**What the task requires**
Images should be omitted while the rest of the data is duplicated exactly.
START Information shown
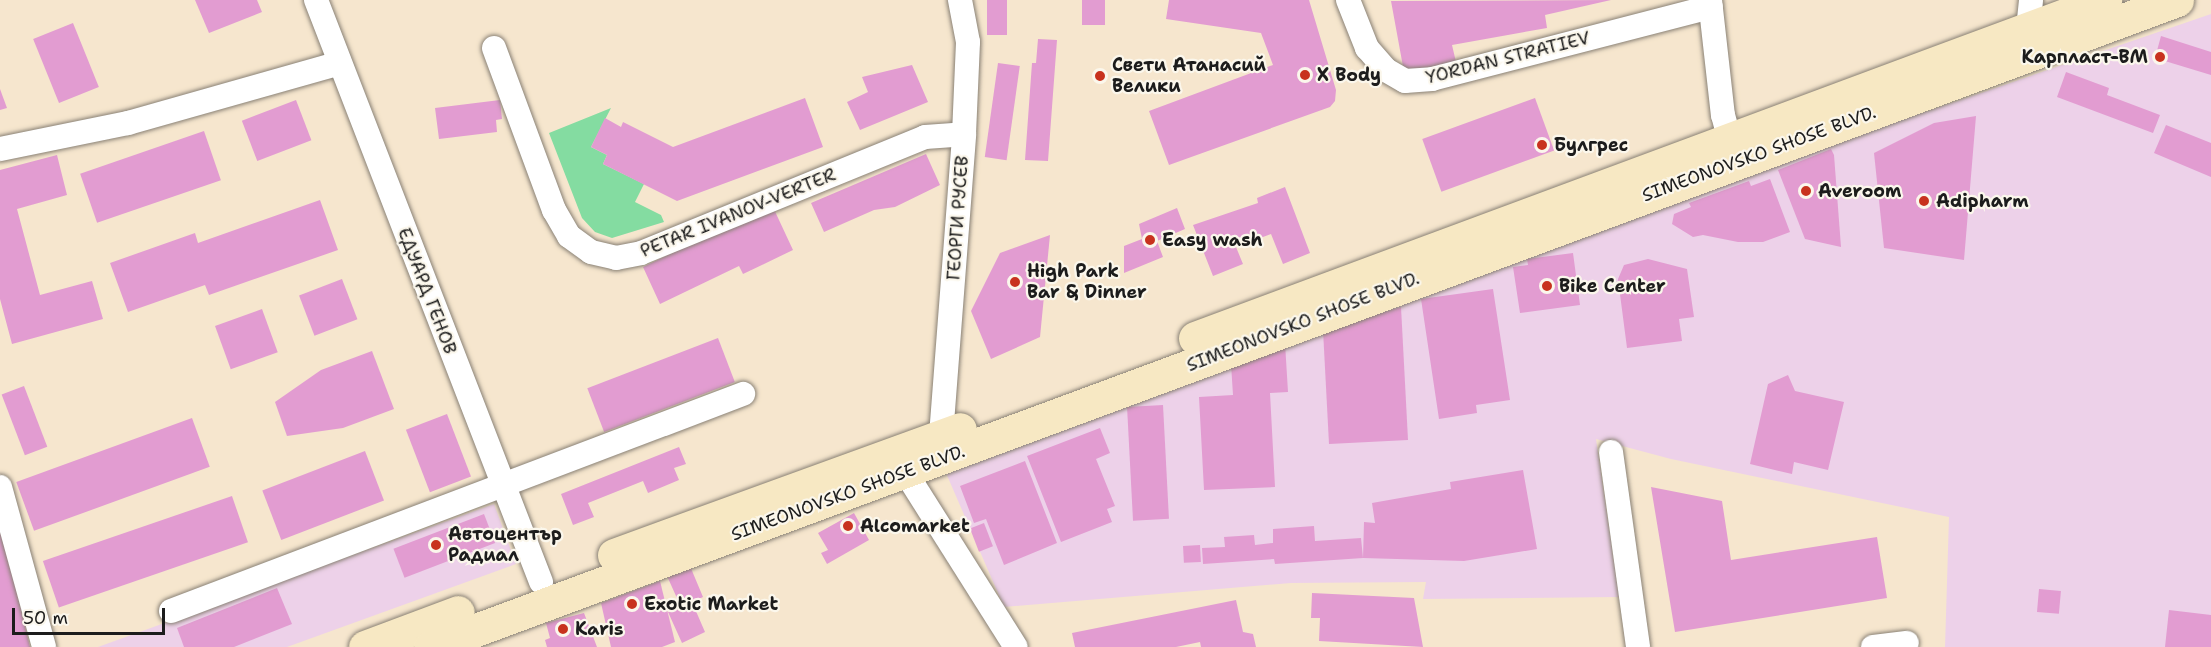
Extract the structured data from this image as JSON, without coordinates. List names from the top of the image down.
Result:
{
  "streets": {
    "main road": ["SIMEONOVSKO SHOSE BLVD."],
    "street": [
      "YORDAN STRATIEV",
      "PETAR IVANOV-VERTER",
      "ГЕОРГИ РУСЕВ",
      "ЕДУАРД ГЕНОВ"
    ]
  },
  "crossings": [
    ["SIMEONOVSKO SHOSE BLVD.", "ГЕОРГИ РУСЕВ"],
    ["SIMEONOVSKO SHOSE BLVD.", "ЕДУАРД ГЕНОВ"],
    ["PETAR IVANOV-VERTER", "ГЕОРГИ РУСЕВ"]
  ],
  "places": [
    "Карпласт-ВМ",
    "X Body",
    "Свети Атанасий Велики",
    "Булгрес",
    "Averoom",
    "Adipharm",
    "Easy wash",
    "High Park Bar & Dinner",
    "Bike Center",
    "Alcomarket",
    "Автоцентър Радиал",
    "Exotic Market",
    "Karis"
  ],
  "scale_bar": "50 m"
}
END Information shown
**Response**
Extract the structured data from this image as JSON, without coordinates. List names from the top of the image down.
Result:
{
  "streets": {
    "main road": ["SIMEONOVSKO SHOSE BLVD."],
    "street": [
      "YORDAN STRATIEV",
      "PETAR IVANOV-VERTER",
      "ГЕОРГИ РУСЕВ",
      "ЕДУАРД ГЕНОВ"
    ]
  },
  "crossings": [
    ["SIMEONOVSKO SHOSE BLVD.", "ГЕОРГИ РУСЕВ"],
    ["SIMEONOVSKO SHOSE BLVD.", "ЕДУАРД ГЕНОВ"],
    ["PETAR IVANOV-VERTER", "ГЕОРГИ РУСЕВ"]
  ],
  "places": [
    "Карпласт-ВМ",
    "X Body",
    "Свети Атанасий Велики",
    "Булгрес",
    "Averoom",
    "Adipharm",
    "Easy wash",
    "High Park Bar & Dinner",
    "Bike Center",
    "Alcomarket",
    "Автоцентър Радиал",
    "Exotic Market",
    "Karis"
  ],
  "scale_bar": "50 m"
}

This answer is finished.